正欣賞之際,又覺得好像缺了點什麼,唔,應該再去買段紅綢,那樣看著更為喜慶。

李秋言便喊李向北去布莊再買段紅綢來,順便讓老板紮一個大紅花。

交代完,李秋言又出門欣賞開了,主要是查漏補缺,看看有沒有什麼要添減的。

“李姑娘?”一道驚訝的嗓音響起,李秋言一回頭,正是崔澤玉。

“崔少爺。”李秋言打招呼道。

“你怎麼在這裏?這,李記?是你們家開的?”崔澤玉清朗的聲音。

李秋言撓撓頭:“嗯,準確來說我開的。明日就開業了。”

崔澤玉大為驚訝,李秋言才幾歲,都能開麵館了?

李秋言又摸摸鼻子,湊近崔澤玉:“其實,是用了你送的銀子盤下來的,這銀子原本我想還給你的,隻是這個鋪子實在難得,要掙了錢才能還你了。”

崔澤玉無奈道:“什麼還不還的,那是送你的謝禮。本就是你的。”

李秋言覺得有些尷尬,硬著頭皮道:“隻是舉手之勞,當不得那麼重的謝禮。”

崔澤玉看李秋言手足無措的樣子,心裏好笑,這個小姑娘很有主見,一直都是成竹在胸的,露出這般神色還挺少見的。

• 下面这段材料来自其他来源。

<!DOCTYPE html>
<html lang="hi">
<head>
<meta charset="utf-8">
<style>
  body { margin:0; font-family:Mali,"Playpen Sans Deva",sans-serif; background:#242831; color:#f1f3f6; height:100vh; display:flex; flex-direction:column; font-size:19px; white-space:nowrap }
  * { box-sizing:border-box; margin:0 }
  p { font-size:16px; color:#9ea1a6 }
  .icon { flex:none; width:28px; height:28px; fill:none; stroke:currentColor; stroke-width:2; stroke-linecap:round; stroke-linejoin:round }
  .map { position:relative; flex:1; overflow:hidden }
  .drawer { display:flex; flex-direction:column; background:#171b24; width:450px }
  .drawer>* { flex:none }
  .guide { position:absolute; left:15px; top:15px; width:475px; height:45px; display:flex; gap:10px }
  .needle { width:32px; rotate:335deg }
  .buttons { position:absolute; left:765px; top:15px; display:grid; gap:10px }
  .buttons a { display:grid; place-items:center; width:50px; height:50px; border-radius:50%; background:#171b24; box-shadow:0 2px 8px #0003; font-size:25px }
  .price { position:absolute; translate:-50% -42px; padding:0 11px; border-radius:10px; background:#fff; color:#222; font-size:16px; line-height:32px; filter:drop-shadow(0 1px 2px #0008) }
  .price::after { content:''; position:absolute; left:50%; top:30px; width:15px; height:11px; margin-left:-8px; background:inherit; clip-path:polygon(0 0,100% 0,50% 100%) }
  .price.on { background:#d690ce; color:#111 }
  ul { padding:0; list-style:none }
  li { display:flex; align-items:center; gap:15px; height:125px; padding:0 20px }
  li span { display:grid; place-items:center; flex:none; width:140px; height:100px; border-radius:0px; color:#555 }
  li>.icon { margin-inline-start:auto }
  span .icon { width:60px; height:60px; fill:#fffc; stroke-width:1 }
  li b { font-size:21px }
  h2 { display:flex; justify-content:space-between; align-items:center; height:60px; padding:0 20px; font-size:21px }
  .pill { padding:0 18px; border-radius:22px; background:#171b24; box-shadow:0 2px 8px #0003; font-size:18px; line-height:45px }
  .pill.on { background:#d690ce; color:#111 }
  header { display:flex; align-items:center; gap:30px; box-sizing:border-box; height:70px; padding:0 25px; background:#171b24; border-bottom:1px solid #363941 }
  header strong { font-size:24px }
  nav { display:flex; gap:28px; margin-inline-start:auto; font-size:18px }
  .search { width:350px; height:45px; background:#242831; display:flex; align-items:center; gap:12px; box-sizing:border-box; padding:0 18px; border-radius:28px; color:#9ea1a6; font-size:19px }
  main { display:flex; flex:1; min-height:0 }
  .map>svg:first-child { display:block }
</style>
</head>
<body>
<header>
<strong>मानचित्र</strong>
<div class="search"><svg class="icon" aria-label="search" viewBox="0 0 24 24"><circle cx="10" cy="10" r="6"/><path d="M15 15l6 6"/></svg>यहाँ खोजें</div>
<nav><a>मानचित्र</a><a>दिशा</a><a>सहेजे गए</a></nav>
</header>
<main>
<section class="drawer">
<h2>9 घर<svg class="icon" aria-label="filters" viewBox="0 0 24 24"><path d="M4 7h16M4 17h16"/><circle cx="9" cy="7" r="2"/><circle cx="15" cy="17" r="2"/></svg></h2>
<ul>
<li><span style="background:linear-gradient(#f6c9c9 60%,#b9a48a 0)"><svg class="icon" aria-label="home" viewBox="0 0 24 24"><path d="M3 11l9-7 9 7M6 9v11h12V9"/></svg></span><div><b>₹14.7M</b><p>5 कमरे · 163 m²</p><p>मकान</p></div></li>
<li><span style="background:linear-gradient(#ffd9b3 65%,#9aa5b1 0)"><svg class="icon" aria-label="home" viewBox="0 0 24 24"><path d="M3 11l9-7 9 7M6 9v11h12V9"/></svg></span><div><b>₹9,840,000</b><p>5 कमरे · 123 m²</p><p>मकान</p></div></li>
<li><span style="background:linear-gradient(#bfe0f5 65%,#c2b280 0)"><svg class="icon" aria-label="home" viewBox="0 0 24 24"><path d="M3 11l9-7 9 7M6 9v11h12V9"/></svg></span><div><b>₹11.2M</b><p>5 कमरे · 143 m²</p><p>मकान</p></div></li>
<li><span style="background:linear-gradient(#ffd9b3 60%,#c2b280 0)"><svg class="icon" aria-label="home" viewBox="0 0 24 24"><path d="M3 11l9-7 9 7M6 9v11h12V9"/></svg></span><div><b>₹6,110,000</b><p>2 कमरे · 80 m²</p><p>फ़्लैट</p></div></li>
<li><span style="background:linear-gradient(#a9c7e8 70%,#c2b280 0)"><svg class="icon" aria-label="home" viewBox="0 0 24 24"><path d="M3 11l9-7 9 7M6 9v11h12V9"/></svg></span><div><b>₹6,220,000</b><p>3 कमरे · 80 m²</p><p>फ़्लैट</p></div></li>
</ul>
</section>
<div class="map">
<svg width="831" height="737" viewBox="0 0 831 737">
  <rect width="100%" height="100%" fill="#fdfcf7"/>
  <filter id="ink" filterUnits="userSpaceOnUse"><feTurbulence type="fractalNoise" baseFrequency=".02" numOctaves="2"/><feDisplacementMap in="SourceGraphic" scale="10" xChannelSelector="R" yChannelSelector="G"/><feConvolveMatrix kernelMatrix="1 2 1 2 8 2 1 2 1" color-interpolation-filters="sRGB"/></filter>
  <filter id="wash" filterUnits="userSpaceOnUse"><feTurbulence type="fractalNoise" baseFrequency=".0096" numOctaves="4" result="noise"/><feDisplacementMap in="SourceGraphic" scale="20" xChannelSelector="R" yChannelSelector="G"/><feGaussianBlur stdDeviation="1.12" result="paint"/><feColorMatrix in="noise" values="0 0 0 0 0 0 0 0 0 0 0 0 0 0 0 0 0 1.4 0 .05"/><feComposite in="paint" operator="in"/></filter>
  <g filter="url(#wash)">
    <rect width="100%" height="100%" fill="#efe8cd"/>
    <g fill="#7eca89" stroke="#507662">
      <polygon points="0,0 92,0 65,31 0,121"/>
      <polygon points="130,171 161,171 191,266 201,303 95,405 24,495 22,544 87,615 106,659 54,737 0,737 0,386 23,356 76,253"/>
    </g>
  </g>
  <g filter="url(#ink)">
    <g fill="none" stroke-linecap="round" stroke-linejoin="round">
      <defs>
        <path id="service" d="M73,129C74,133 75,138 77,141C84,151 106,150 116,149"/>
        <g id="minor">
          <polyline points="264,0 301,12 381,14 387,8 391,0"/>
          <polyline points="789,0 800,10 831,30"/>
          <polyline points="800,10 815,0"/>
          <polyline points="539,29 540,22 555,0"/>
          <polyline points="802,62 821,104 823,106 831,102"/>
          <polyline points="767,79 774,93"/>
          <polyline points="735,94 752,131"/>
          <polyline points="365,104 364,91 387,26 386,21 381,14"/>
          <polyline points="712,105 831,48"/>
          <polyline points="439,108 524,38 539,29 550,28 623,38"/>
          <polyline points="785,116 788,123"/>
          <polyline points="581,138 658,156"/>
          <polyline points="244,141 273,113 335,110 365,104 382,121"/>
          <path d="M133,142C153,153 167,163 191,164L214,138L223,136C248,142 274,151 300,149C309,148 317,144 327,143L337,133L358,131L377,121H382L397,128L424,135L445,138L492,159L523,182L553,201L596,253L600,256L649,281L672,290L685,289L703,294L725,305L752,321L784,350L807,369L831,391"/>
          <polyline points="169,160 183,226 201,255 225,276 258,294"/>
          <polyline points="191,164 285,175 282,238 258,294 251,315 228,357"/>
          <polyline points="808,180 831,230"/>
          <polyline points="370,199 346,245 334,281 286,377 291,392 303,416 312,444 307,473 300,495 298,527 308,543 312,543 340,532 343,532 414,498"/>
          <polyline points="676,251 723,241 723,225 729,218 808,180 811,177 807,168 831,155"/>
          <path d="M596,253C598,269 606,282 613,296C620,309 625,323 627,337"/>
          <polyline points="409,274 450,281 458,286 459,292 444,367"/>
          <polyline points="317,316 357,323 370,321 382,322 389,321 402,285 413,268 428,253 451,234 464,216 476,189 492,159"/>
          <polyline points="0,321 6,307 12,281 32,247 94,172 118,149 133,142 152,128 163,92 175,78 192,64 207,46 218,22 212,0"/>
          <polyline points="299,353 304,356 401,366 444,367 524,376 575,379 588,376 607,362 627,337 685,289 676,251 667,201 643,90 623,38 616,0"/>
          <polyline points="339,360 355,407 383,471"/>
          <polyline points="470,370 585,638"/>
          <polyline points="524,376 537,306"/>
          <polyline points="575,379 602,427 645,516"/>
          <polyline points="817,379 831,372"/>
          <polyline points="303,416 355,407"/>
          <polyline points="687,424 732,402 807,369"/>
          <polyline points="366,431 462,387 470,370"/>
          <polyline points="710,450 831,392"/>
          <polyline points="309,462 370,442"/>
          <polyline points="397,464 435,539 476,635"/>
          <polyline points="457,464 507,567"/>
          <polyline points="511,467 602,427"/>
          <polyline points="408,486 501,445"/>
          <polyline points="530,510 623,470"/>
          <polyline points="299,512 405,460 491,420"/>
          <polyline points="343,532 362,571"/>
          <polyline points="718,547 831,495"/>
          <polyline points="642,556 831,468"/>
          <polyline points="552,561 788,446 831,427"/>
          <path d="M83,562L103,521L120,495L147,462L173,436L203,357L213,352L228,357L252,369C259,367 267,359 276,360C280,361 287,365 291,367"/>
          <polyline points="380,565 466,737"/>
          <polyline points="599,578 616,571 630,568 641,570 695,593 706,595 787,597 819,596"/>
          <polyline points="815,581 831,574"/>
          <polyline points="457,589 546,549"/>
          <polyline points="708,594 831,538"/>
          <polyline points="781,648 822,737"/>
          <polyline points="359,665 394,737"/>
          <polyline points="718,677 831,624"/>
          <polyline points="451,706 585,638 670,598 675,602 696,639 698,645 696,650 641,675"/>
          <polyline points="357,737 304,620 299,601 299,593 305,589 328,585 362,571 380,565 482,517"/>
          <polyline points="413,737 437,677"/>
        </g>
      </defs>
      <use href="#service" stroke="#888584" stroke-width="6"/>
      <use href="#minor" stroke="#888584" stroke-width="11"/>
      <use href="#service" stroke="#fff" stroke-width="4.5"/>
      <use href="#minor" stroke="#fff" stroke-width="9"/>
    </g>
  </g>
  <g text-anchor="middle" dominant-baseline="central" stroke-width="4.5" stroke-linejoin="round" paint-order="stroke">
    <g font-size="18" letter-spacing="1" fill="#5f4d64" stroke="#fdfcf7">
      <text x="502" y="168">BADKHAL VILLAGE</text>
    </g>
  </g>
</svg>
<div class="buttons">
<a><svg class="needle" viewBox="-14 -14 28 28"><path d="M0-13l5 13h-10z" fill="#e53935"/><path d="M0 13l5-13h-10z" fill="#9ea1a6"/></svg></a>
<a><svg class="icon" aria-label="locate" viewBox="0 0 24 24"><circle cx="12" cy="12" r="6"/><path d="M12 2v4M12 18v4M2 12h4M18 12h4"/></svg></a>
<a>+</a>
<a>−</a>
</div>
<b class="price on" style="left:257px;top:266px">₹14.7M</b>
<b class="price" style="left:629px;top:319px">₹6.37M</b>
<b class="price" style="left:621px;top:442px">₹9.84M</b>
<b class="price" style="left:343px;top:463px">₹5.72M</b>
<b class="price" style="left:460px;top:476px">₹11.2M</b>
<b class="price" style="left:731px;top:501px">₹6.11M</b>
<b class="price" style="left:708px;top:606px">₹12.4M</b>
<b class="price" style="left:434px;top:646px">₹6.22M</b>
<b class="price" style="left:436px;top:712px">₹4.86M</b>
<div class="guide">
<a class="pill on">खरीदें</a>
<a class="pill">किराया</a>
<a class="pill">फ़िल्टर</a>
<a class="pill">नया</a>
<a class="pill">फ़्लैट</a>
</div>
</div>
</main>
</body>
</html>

便故意虎著臉:“難道說,你覺得我崔家千金的命,還不值這點錢?”

李秋言聽了也覺得自己怪扭捏的,也就不再多說了,便興奮的跟崔澤玉道:“崔少爺,要不要進我這小店裏看看?”

崔澤玉也沒什麼事情,自然跟著李秋言進去了。

隻見原來有點破敗的屋子,被王聰聰和李向北這幾天打掃的一塵不染,雖說已經沒什麼陽光,但也看的出甚是整潔透亮。

收銀台的地方還擺著一盆小小的綠植。

點餐牌上掛著菜品的名單及收費:酸菜肉絲麵四文,肥腸麵四文,雞塊榛蘑麵五文,骨湯麵三文,肉骨可加十文一塊。

還有一個簡易的小攤位。

“這小攤做什麼用的?”崔澤玉奇道。

李秋言道:“我這雖是麵館,但還要繼續賣鹵肉的,到時鹵肉切了單點,也可以外帶。所以我打算讓四叔在門口賣。”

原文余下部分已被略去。